И Лариса Дикая, красавица-хохотушка родом из украинского Житомира, — женщина, пожертвовавшая своей судьбой, живущая впроголодь, и все это, ради исполнения долга ее мужем — весело и задиристо смеется мне в ответ:
— А мне лично очень нравится такой образ жизни. Зато я всегда знаю, где мой муж! Никуда от меня он не скроется! И никаких мук ревности!
Дикий в этот момент рядом с нами. Он смущенно улыбается, почти как школьник-подросток, которому объяснилась в любви первая школьная красавица. Капитан, оказывается, застенчив и краснеет. А мне хочется плакать… Я вижу и понимаю, что груз огромной ответственности, лежащей на командире ядерной подводной лодки, совершенно не совместим не только с бытом и образом жизни Дикого, но и с его возрастом и внешним видом.
Капитан первого ранга выглядит — особенно дома, без формы — ну совсем как мальчишка-отличник: худой и грустный. По московским меркам, где молодые люди созревают по-прежнему поздно, — это так и есть. Дикому — ведь только 34 года, напомню.
— А военной выслуги при этом у вас — уже 32 года! Да вы на пенсию можете спокойно идти.
— В общем, могу… — опять смущается капитан.
— Вы что же, в два годика пришли на флот? Объясните… Как дворянский сын, которого зачисляли в полк с рождения и к совершеннолетию у того уже был приличный стаж и погоны? — настаиваю я.
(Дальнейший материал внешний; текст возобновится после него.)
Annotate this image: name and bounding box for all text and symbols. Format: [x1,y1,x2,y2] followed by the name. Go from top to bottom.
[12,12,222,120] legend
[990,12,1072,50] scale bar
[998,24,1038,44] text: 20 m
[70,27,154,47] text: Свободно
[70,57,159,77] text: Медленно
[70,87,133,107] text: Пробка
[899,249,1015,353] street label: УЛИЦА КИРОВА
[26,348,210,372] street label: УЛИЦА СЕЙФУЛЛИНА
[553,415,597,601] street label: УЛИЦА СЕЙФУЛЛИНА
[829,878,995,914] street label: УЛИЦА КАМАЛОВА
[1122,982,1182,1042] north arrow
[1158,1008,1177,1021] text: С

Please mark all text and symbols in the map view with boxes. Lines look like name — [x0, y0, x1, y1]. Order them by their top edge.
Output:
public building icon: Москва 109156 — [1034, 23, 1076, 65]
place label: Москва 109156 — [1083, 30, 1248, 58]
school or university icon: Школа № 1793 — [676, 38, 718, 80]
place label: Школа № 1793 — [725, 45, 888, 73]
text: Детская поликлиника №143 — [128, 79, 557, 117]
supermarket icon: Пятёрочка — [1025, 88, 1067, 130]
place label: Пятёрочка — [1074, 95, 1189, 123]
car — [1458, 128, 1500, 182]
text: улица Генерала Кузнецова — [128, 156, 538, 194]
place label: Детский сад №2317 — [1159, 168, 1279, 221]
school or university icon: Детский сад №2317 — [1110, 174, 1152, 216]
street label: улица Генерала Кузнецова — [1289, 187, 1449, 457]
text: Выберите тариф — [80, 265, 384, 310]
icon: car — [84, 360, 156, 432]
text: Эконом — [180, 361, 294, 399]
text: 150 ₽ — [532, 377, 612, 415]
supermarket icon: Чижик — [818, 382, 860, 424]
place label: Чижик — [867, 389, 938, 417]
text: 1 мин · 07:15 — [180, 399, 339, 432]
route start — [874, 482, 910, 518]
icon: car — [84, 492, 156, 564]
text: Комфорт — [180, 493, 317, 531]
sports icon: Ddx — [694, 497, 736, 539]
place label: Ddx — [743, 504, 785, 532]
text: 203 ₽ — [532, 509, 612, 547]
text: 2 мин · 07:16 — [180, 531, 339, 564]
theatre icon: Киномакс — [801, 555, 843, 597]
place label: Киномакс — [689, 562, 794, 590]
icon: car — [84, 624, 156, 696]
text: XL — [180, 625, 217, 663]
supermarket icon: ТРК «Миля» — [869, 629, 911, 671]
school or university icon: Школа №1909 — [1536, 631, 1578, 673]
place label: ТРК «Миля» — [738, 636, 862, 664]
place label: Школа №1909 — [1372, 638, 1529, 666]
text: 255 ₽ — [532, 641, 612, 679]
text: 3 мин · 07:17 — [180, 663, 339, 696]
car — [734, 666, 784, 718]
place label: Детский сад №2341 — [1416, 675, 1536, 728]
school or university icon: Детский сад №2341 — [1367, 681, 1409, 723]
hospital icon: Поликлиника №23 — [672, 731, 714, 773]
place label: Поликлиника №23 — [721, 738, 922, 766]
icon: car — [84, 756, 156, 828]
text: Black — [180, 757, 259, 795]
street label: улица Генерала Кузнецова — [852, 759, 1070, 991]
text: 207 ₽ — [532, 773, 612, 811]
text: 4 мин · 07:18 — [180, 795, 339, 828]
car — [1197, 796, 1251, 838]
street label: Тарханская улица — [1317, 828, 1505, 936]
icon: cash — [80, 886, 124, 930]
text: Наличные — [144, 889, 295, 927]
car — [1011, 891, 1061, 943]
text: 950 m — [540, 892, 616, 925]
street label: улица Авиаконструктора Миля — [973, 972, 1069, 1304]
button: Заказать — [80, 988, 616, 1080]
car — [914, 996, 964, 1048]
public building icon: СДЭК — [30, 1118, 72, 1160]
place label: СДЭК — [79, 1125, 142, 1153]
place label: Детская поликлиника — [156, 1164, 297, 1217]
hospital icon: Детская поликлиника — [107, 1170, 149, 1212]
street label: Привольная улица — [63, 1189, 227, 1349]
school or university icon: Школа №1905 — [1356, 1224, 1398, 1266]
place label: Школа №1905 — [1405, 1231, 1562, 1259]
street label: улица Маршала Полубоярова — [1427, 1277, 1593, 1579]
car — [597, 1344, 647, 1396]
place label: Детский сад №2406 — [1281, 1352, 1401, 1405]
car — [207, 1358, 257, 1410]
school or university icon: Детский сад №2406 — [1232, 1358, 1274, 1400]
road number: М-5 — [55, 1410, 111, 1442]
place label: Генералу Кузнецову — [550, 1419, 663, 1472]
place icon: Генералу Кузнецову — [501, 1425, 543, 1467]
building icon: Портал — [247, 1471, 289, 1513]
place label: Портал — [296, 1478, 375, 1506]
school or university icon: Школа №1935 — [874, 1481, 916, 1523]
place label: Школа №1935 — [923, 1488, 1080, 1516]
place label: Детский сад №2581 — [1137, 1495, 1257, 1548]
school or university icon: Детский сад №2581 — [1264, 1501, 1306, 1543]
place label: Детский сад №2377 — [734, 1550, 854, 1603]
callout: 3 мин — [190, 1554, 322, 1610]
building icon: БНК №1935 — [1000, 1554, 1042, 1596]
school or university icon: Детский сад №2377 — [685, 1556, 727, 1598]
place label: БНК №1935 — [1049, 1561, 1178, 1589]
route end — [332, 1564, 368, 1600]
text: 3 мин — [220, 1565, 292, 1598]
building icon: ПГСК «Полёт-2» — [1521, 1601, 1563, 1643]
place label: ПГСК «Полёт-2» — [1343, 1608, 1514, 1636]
Алексей опять в ответ улыбается — видно, то, что он сейчас скажет, ему очень приятно. Действительно, отец капитана — морской офицер. Теперь, конечно, в отставке. А сам Алексей вырос в Севастополе, на черноморской военной базе.
— Что же касается 32-летней выслуги при 34 моих годах… — начинает.
Но его тут же прерывает бойкая жена:
— Это означает только одно — он всю службу провел на самом сложном участке, на подводном флоте, в непосредственной близости от реакторов и ядерного оружия. Год тут — за три.
— Вам не кажется, что только за это одно вас государство уже давно должно было озолотить? — не унимаюсь я. — Вам не обидно делить свой обед на троих? Будто вы — студент?
— Нет. Не обидно, — отвечает спокойно и уверенно. — Стучать кортиками о мостовую (символ забастовочного движения в России. — Прим. авт.) нам, подводникам, бессмысленно. В нашем закрытом городе все живут так же, как я. Мы выживаем, потому что помогаем выживать друг другу. Только и делаем, что постоянно занимаем-перезанимаем друг у друга денег и еды.
— Пришлют кому-то родственники посылку со съестным, тут же эта семья пир горой устраивает, — говорит Лариса. — Так и ходим по гостям, по кругу. Подкармливаемся. Так и живем.
— А вам родители тоже с Украины что-то присылают?
— Конечно. И тогда всех наших таких же голодных друзей кормим мы.
И — смеется…
И вправду: гвозди бы делать из этих людей, как писал один наш поэт…
Интересная вещь: проходят годы, от падения коммунистической партии нас отделяет уже очень много времени, а некоторые прошлые реалии остаются девственно нетронутыми. И первейшая из них — патологическое неуважение к людям. Причем в первую очередь к тем, кто трудится самозабвенно и истово, невзирая ни на что. К тем, кто по-настоящему влюблен в дело, которому служит. Власть так и не научилось говорить «спасибо» преданным стране людям. Работаешь? Что ж, работай дальше, пока не сдохнешь или не останется сил терпеть. И на этом фоне власть только и делает, что наглеет день ото дня, переламывая лучших из лучших.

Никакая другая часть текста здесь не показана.